►

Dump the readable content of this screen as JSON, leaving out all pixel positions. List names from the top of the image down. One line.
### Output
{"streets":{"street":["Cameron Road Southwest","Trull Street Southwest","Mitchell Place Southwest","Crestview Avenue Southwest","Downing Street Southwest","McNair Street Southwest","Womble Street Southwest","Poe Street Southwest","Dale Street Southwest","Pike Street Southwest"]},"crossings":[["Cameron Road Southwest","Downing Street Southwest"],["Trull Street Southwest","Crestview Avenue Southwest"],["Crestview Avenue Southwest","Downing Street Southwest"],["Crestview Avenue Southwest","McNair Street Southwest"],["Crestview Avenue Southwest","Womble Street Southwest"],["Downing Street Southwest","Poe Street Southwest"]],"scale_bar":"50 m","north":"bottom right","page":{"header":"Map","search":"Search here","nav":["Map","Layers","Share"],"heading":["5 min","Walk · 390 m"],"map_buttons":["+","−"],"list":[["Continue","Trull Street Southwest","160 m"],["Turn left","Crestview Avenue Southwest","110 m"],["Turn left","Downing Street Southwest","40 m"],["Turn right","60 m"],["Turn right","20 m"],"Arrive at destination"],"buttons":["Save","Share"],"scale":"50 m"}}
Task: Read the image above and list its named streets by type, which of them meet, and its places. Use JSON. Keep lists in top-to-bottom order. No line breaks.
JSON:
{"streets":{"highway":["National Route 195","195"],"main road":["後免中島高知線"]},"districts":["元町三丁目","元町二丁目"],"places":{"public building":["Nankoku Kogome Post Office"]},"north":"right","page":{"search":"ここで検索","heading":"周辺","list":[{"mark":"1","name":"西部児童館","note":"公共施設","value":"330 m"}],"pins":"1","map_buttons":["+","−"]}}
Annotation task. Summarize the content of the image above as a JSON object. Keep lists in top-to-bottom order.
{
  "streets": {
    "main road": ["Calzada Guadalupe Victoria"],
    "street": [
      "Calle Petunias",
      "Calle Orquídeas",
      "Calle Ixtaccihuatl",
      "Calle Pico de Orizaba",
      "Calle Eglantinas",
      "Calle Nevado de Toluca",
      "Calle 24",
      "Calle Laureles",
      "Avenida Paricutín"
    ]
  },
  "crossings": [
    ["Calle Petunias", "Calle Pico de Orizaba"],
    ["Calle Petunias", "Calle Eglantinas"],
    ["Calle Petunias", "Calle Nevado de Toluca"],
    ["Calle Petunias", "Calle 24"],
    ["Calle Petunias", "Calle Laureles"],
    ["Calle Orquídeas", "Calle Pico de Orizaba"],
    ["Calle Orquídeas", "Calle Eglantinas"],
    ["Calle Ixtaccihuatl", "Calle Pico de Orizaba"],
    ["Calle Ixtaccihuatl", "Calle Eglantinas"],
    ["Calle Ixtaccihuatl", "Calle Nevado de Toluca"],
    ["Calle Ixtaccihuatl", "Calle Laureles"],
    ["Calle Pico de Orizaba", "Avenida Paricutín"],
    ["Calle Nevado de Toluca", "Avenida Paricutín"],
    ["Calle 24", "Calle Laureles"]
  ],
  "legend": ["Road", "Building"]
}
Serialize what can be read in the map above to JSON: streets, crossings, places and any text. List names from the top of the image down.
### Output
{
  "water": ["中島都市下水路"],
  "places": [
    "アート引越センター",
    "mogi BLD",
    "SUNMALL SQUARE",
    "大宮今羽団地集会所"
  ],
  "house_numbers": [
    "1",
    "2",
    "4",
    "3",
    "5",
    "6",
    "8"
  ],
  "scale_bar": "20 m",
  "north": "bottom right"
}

◄

EXERCISE PROMPT: Among the entries, how many lines carry "names"? Reply with a number and nothing else.

RESPONSE AREA: 2